> **WHAT TO WORK ON**
The number of lines in the entries below holding the word "absolute" is all that is needed here.

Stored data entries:
++++++++++
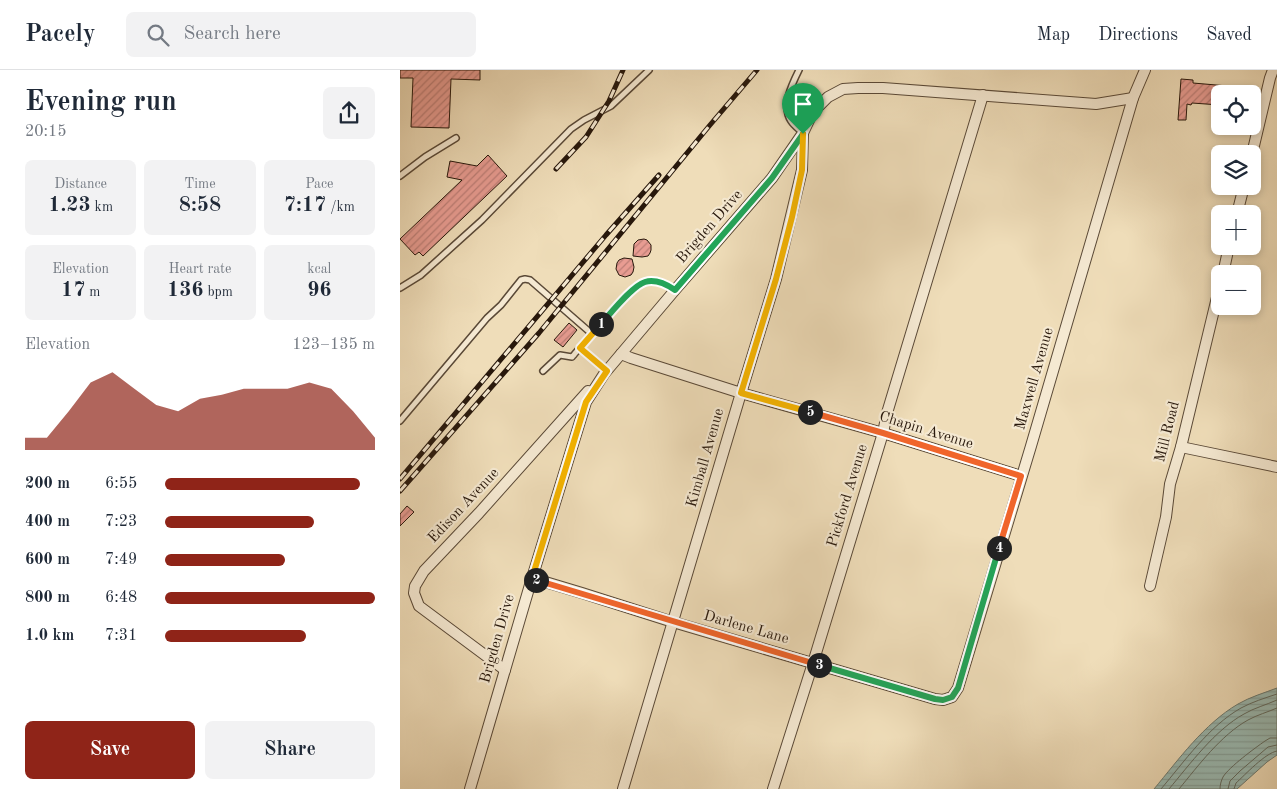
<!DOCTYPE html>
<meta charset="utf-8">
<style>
body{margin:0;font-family:"Old Standard TT",serif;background:#f2f2f3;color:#1f2937;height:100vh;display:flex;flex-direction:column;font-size:19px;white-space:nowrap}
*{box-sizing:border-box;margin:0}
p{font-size:16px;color:#747a83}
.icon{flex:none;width:28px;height:28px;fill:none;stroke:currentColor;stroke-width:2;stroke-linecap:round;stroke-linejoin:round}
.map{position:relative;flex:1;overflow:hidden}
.sheet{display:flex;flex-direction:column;background:#fff;width:400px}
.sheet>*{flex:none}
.fabs{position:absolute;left:811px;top:15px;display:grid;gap:10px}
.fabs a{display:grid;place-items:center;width:50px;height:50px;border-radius:8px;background:#fff;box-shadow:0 2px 8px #0003;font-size:25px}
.pin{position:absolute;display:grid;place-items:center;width:42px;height:42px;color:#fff;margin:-51px -21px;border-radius:50% 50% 50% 0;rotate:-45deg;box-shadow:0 0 5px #0007}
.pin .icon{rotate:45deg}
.km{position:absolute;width:25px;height:25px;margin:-12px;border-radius:50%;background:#222;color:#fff;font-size:14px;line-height:25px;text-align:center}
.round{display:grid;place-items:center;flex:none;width:52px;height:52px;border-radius:8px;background:#f2f2f3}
.summary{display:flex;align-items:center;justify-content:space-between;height:85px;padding:0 25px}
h1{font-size:28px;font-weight:700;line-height:38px}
.metrics{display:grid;grid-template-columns:repeat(3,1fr);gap:8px;height:85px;padding:5px 25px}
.metrics div{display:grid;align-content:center;border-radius:8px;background:#f2f2f3;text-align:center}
.metrics b{font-size:21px;font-weight:700}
.metrics small{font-size:14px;font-weight:400}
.metrics p{font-size:14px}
.chart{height:140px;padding:10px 25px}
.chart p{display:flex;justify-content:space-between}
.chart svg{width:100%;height:90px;margin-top:5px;fill:#8f2418;opacity:.7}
.cta{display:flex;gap:10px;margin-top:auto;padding:10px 25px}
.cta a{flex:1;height:58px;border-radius:8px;background:#8f2418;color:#fff;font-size:20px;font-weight:700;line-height:58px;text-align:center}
.cta a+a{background:#f2f2f3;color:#1f2937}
ul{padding:0 25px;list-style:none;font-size:16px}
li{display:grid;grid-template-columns:80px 60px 1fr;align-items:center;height:38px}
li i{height:12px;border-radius:6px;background:#8f2418}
header{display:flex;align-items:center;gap:30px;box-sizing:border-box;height:70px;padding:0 25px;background:#fff;border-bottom:1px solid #e0e1e3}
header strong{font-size:24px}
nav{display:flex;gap:28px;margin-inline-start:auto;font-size:18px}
.search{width:350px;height:45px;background:#f2f2f3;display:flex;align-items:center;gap:12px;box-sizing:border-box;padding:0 18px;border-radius:8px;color:#747a83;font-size:19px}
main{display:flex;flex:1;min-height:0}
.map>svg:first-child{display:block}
.water{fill:url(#water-rules);stroke:#6c7a71}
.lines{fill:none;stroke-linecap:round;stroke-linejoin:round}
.shore{stroke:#616a60;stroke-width:1}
.building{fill:url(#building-hatch);stroke:#28180c}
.lane-casing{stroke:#5a4937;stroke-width:8}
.street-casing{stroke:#5a4937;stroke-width:12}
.lane{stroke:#f5e9d2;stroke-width:5}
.street{stroke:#f5e9d2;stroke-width:10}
.rail-casing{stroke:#28180c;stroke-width:5}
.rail{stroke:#f5e9d2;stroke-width:3;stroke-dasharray:9;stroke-linecap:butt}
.split-1-casing{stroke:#fff;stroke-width:10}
.split-2-casing{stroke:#fff;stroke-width:10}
.split-3-casing{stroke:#fff;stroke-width:10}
.split-4-casing{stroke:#fff;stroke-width:10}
.split-5-casing{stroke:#fff;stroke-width:10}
.split-6-casing{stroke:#fff;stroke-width:10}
.split-1{stroke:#22a559;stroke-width:6}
.split-2{stroke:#f5b400;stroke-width:6}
.split-3{stroke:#f0652b;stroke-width:6}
.split-4{stroke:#22a559;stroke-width:6}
.split-5{stroke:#f0652b;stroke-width:6}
.split-6{stroke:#f5b400;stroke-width:6}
.labels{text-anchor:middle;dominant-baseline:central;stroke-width:4.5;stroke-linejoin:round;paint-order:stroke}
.street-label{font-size:15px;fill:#28180c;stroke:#f5e9d2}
</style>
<header>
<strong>Pacely</strong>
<div class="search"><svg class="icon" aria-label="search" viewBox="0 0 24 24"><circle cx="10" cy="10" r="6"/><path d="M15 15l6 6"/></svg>Search here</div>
<nav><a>Map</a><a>Directions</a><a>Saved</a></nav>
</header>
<main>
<section class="sheet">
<div class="summary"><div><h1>Evening run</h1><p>20:15</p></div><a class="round"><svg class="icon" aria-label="share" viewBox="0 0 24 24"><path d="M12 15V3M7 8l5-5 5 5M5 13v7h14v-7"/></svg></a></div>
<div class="metrics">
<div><p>Distance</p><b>1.23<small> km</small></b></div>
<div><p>Time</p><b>8:58</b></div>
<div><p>Pace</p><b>7:17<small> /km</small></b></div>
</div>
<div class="metrics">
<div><p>Elevation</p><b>17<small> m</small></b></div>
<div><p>Heart rate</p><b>136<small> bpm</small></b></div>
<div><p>kcal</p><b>96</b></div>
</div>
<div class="chart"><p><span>Elevation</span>123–135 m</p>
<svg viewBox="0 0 160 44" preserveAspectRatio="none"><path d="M0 44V38L10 38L20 25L30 11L40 6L50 14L60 22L70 25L80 19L90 17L100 14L110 14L120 14L130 11L140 14L150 25L160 38V44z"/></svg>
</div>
<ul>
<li><b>200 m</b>6:55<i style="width:93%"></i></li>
<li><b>400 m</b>7:23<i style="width:71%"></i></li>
<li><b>600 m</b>7:49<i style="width:57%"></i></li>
<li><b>800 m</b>6:48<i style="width:100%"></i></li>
<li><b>1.0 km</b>7:31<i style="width:67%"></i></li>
</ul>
<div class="cta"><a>Save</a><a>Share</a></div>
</section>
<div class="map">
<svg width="877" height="719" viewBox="0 0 877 719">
<defs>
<pattern id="water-rules" width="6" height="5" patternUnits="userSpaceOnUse" patternTransform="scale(1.25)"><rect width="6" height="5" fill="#9abbb4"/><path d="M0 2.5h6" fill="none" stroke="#85a09a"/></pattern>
<pattern id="building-hatch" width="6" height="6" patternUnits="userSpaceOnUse" patternTransform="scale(1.25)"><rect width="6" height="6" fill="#e89c92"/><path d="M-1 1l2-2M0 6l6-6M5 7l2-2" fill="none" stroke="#bc7e76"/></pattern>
</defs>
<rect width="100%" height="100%" fill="#efddb9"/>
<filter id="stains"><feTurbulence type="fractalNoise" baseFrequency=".004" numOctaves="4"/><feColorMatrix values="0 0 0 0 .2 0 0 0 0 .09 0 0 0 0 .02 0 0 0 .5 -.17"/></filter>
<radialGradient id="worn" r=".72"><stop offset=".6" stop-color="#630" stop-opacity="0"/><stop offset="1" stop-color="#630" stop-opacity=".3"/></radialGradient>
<path class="water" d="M877,618V685L867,692L837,719H754C779,689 804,654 838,634C850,627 864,623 877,618Z"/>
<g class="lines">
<g class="shore">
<path d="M761,719C784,692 809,656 841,638C852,632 865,628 877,624"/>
<path d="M769,719C790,694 815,660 844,644C854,638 866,635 877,630"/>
<path d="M779,719C798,696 821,665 848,650C857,645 868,642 877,638"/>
<path d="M820,719C820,715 821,711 823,707C829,697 855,678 865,671L870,668H877"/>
<path d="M828,719L830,711L840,701L868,677L877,675"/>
<path d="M834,719L836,713C845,705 865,683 877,681"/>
</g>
</g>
<g class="building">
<path d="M0,0H80V10L51,9L49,58L11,57L13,8H0Z"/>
<path d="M781,9L793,10V13L851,18V24H820V35L792,33L791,35L787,34L786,50H778Z"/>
<path d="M88,85L107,106L23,186L19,182L15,185L0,169L62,110L47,107L50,91L77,96Z"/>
<path d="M244,169L247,170L251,175V180L250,183L248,186L242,187L233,186L234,174L238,170Z"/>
<path d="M224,188L232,189L234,197L233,202L231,205L225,207L219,205L216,199L217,193L219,190Z"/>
<path d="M169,253L177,260L163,277L154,270Z"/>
<path d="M7,436L14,442L0,456V444Z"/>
</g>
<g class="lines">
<g class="lane-casing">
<g id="lane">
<path d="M399,0C392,14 381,36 391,51C394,56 399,59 403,63"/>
<path d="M0,106L25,87L56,68"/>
<path d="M0,218L21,205L82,150L171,59L184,50L211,36L249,0"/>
<path d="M180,278L207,300"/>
<path d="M143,301L160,285L172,287C184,273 232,215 245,212C256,209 266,214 275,220"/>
<path d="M0,351L87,248L101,235L121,210L125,209L130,210L192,264"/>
</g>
</g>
<g class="street-casing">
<g id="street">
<path d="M852,84L870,8L873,0"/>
<path d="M837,144L844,116"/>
<path d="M823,204L829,176"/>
<path d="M221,284L231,288L341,323L483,363L621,406"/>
<path d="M781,377L877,397"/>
<path d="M132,508L182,523L273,552L535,629L543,630L552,627L558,618L631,376L733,28L745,0"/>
<path d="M750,516L766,447L770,414L781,377L820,215"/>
<path d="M105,600L19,536L14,523L15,516L24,501L79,443L188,321"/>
<path d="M70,719L132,508L186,332L204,304L275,220L372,108L403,63L413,42L428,27L443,19L458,18H483L696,34L733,28"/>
<path d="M223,719L341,323L376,209L402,100L403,63"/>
<path d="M373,719L413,593L483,363L487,343L583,25"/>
</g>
</g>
<use href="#lane" class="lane"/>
<use href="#street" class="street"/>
<g class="rail-casing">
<g id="rail">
<path d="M156,99L186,67L209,31L223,0"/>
<path d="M0,409L206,165L259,105"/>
<path d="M0,421L139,263L310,55L357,0"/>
</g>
</g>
<use href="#rail" class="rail"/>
</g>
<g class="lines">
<g class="split-1-casing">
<path id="split-1" d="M201,254C211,243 232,216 245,212C255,209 266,214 275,220L372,108L403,64"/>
</g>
<g class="split-2-casing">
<path id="split-2" d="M136,510L132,508L186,332L207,301L180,278L201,254"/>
</g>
<g class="split-3-casing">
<path id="split-3" d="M136,510L419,595"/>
</g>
<g class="split-4-casing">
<path id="split-4" d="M419,595L535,629L543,630L552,627L558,618L599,478"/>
</g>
<g class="split-5-casing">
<path id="split-5" d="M410,342L483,363L621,406L599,478"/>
</g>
<g class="split-6-casing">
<path id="split-6" d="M403,64L402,100L392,147L376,209L341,323L410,342"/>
</g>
<use href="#split-1" class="split-1"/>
<use href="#split-2" class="split-2"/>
<use href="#split-3" class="split-3"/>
<use href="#split-4" class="split-4"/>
<use href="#split-5" class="split-5"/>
<use href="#split-6" class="split-6"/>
</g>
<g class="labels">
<g class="street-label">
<text transform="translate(310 157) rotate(-49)">Brigden Drive</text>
<text transform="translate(635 309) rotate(-74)">Maxwell Avenue</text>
<text transform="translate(526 361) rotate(17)">Chapin Avenue</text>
<text transform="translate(768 362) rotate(-76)">Mill Road</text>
<text transform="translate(306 388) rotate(-74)">Kimball Avenue</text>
<text transform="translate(448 426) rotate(-73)">Pickford Avenue</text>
<text transform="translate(64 436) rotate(-47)">Edison Avenue</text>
<text transform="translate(346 558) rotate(16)">Darlene Lane</text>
<text transform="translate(98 569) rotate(-74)">Brigden Drive</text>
</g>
</g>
<rect width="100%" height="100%" filter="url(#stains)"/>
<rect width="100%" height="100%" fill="url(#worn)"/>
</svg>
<div class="fabs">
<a><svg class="icon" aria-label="locate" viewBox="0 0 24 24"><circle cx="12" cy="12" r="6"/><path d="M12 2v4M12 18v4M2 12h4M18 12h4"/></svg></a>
<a><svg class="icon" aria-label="layers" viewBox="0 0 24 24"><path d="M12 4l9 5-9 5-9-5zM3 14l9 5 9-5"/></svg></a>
<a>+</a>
<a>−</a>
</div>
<div class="pin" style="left:403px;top:64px;background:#1e9e55"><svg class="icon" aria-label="arrive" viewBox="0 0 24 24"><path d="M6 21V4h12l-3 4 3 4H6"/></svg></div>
<b class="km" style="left:201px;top:254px">1</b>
<b class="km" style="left:136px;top:510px">2</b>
<b class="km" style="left:419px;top:595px">3</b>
<b class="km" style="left:599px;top:478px">4</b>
<b class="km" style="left:410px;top:342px">5</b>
</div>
</main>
++++++++++
> **ANSWER FOR THE TASK**
3